Sherry nodded because it was the easiest way to get him to shut up. He wasn't the one with it all on the line out there. He wasn't the one who'd absorb the criticism, the public battery. He got to sit safely backstage while she was forced into performing despite the aching in her heart.

To people on the outside—to her critics and her fans—it all looked so easy, so glamorous. They had no idea how hard she'd worked and how much pain she'd endured to become who she was. And now the bill had come due. She'd talked the talk all the way to fame and fortune. Now it was time to walk the walk and the pathway seemed impossibly narrow. And unspeakably lonely.
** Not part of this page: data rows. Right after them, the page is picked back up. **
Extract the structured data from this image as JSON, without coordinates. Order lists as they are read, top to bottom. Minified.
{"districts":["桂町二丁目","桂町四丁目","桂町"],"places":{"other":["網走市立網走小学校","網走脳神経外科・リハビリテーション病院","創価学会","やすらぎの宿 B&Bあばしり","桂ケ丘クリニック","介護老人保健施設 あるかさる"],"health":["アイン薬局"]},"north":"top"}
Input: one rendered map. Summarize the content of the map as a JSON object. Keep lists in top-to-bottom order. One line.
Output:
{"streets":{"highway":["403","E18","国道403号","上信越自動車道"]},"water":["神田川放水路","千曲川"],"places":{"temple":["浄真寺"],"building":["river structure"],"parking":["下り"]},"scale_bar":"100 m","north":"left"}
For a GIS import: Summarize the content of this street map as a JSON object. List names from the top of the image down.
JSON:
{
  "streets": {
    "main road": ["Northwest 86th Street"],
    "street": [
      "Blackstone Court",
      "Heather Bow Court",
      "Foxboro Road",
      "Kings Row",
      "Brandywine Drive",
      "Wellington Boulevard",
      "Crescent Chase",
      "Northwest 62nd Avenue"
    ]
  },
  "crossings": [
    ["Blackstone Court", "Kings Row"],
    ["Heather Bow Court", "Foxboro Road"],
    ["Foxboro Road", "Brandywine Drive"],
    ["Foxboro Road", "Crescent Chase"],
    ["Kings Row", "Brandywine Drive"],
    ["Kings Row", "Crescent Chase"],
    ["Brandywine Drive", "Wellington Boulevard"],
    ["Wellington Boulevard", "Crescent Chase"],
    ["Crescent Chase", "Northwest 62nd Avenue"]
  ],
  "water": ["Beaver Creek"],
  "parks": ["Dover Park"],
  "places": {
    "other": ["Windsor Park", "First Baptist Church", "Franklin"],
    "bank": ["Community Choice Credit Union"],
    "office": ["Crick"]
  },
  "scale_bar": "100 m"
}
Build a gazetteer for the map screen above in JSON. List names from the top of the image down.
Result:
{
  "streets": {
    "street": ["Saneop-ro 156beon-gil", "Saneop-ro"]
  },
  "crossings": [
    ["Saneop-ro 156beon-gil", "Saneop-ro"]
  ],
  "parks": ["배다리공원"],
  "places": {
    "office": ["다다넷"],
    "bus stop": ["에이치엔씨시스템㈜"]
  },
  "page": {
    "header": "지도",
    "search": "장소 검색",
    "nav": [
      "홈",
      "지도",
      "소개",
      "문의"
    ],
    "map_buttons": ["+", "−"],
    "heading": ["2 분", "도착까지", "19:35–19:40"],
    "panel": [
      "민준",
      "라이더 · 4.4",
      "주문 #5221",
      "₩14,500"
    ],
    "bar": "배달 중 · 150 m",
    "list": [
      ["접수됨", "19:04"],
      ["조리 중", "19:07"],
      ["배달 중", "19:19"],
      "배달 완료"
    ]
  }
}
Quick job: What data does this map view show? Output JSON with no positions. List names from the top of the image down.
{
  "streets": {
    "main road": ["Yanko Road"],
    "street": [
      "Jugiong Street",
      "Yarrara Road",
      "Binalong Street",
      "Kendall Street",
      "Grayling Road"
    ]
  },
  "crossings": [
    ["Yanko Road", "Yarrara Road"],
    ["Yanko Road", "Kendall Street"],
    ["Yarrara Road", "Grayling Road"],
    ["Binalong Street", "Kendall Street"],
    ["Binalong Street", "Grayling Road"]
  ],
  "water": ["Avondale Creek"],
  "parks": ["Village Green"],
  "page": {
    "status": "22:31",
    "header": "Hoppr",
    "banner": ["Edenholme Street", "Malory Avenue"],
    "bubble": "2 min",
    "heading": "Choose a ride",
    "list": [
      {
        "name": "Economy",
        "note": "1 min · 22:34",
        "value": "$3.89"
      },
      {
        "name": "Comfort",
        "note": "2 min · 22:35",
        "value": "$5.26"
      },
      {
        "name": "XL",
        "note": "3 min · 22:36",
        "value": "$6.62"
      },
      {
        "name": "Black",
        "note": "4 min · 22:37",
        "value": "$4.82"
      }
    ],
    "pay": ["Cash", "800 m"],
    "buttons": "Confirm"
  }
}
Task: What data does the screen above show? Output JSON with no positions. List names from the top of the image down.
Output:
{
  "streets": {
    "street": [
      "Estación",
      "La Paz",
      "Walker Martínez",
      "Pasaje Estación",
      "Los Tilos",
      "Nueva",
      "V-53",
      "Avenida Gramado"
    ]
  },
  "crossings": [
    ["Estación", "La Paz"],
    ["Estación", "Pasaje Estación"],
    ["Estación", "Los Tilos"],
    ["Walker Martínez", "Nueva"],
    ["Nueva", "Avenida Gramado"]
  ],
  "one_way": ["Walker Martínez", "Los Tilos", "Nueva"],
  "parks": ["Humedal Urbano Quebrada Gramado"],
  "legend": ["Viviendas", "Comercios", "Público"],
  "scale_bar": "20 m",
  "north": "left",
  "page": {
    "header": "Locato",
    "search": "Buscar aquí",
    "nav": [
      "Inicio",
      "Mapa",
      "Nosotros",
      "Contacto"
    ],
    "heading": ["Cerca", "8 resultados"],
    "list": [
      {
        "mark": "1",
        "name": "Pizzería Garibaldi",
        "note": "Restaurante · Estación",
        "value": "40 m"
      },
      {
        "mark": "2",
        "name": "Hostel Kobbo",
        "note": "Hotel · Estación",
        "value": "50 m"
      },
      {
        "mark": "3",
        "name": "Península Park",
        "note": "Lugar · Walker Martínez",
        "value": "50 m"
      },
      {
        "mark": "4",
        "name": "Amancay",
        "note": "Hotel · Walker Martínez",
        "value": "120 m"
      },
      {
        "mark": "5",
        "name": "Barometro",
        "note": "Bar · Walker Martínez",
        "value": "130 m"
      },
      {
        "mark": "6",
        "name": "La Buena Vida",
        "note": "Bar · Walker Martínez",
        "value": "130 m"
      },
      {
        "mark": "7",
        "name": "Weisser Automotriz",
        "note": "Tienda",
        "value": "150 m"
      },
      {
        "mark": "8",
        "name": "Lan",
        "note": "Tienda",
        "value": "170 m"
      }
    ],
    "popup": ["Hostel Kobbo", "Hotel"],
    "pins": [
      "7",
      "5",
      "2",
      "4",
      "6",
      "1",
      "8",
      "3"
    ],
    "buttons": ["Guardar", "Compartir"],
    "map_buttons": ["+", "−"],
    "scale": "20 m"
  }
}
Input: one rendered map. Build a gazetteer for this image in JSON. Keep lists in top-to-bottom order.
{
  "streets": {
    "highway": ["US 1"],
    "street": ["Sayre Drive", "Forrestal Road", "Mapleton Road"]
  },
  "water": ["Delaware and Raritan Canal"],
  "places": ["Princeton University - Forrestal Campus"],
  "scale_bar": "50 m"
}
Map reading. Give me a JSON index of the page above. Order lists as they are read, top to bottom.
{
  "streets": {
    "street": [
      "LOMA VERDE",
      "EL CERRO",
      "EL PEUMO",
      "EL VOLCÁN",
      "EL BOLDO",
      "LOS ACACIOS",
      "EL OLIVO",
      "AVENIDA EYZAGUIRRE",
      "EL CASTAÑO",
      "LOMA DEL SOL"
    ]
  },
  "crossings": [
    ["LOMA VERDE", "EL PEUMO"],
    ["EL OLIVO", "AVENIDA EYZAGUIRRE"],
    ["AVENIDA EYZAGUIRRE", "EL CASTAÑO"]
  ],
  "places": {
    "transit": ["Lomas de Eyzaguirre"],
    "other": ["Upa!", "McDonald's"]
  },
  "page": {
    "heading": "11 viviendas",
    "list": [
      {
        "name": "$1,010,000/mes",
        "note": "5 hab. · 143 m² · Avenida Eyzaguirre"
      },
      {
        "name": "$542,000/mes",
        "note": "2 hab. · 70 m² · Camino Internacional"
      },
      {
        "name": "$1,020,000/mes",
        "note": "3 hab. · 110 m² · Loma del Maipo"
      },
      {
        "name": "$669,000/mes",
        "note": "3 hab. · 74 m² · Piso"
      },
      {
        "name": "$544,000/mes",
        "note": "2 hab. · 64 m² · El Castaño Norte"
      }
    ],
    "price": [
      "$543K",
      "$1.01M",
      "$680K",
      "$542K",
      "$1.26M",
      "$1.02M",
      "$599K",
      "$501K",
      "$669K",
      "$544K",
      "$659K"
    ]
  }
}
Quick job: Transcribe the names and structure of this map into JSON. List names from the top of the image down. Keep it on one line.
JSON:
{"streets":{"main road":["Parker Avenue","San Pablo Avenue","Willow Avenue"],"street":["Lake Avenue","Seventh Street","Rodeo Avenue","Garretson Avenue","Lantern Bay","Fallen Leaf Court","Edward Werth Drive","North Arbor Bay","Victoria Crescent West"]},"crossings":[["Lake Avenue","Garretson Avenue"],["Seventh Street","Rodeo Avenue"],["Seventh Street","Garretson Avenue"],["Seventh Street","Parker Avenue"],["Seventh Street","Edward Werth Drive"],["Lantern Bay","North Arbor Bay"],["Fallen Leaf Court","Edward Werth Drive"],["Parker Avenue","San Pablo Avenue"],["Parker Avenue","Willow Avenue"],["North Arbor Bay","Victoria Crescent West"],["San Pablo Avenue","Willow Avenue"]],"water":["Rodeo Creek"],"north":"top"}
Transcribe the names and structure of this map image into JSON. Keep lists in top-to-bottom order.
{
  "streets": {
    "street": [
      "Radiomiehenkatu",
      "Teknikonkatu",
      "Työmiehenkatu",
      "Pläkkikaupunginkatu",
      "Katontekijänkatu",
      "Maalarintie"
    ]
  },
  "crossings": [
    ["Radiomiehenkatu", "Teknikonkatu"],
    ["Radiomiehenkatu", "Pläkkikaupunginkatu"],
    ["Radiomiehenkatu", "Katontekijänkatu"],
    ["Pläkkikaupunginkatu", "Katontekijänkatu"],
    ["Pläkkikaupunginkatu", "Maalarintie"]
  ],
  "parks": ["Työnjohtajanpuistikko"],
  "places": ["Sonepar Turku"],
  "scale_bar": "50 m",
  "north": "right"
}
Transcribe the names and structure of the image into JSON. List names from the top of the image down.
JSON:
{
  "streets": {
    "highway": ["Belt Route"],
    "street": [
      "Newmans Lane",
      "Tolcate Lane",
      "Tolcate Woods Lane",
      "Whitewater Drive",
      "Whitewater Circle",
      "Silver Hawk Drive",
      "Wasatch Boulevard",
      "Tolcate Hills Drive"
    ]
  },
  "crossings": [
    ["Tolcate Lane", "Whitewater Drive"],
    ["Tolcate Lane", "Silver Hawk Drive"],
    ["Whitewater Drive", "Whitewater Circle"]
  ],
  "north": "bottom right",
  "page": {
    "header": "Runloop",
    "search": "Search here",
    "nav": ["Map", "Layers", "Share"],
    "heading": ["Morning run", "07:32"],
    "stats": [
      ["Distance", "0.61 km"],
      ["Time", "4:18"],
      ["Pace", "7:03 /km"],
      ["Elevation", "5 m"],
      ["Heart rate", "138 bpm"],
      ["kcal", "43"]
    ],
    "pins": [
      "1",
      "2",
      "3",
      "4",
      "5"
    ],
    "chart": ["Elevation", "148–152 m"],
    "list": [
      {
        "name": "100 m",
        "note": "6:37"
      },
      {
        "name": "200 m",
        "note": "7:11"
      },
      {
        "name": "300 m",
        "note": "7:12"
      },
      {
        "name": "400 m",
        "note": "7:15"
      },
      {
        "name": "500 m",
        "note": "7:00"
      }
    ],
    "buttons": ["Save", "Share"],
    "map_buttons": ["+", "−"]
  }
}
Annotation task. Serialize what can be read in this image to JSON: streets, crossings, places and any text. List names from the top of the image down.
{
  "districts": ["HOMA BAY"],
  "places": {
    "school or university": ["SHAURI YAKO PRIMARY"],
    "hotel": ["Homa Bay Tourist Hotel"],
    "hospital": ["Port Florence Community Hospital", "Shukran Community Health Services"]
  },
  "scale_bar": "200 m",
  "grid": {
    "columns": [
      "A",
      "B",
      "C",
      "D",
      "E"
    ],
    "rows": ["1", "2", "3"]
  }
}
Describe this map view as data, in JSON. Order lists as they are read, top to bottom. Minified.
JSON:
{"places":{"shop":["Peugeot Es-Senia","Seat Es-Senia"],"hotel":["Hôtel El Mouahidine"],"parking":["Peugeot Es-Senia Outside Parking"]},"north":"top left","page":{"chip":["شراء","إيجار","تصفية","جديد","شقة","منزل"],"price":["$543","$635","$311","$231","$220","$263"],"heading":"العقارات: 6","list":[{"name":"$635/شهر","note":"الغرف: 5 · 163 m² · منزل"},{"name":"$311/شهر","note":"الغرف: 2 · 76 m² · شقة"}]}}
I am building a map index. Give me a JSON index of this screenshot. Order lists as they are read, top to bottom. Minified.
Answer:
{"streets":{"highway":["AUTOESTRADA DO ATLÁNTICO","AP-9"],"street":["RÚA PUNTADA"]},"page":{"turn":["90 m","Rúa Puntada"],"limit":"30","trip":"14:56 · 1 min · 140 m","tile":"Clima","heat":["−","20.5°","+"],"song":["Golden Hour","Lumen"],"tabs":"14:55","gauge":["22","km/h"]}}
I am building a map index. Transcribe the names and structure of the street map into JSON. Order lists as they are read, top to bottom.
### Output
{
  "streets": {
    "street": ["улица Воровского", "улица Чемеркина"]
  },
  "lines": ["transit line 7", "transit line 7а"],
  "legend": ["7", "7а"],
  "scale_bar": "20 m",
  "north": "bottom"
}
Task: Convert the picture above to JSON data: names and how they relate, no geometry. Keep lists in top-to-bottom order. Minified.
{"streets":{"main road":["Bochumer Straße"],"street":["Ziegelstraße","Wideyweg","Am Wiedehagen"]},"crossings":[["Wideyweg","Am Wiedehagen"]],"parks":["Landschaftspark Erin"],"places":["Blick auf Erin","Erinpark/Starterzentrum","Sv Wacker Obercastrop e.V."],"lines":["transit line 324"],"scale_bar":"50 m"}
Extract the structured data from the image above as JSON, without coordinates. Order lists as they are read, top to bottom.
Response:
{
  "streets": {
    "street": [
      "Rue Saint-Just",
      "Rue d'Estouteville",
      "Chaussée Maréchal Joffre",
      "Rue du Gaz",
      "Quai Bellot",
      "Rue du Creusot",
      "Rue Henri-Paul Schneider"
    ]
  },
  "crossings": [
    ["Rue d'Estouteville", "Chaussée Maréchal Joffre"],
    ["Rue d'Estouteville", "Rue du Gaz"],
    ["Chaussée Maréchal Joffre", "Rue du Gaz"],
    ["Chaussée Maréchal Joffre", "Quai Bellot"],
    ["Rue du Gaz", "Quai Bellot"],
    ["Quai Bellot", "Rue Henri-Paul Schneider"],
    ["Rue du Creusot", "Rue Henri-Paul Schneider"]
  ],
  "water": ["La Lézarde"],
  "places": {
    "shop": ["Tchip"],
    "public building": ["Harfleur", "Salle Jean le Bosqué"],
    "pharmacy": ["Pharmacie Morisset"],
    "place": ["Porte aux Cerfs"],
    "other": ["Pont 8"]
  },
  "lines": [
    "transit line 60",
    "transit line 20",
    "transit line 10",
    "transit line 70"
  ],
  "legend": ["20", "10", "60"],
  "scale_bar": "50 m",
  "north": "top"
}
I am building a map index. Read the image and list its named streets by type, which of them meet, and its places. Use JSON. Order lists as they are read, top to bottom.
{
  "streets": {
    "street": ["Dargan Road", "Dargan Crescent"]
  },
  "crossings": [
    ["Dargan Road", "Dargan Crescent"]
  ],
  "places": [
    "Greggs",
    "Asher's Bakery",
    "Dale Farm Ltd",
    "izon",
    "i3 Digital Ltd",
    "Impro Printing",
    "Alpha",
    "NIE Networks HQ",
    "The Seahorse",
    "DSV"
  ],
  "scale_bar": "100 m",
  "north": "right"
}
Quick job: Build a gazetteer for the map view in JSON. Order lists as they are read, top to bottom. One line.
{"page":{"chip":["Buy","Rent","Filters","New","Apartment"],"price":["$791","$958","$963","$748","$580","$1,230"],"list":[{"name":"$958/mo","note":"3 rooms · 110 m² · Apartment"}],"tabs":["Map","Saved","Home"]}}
Sherry was in a box. If she demurred from the stage in deference to Scotty's missing status, she'd be pilloried for violating her own message of strength through all adversity. On the other hand, if she went ahead on the adage that the show must always go on, then she'd be crucified as a coldhearted bitch. No matter what she did, the press and her fans would be watching every twitch of her mouth, every movement of her hands for some sign of her underlying motivations.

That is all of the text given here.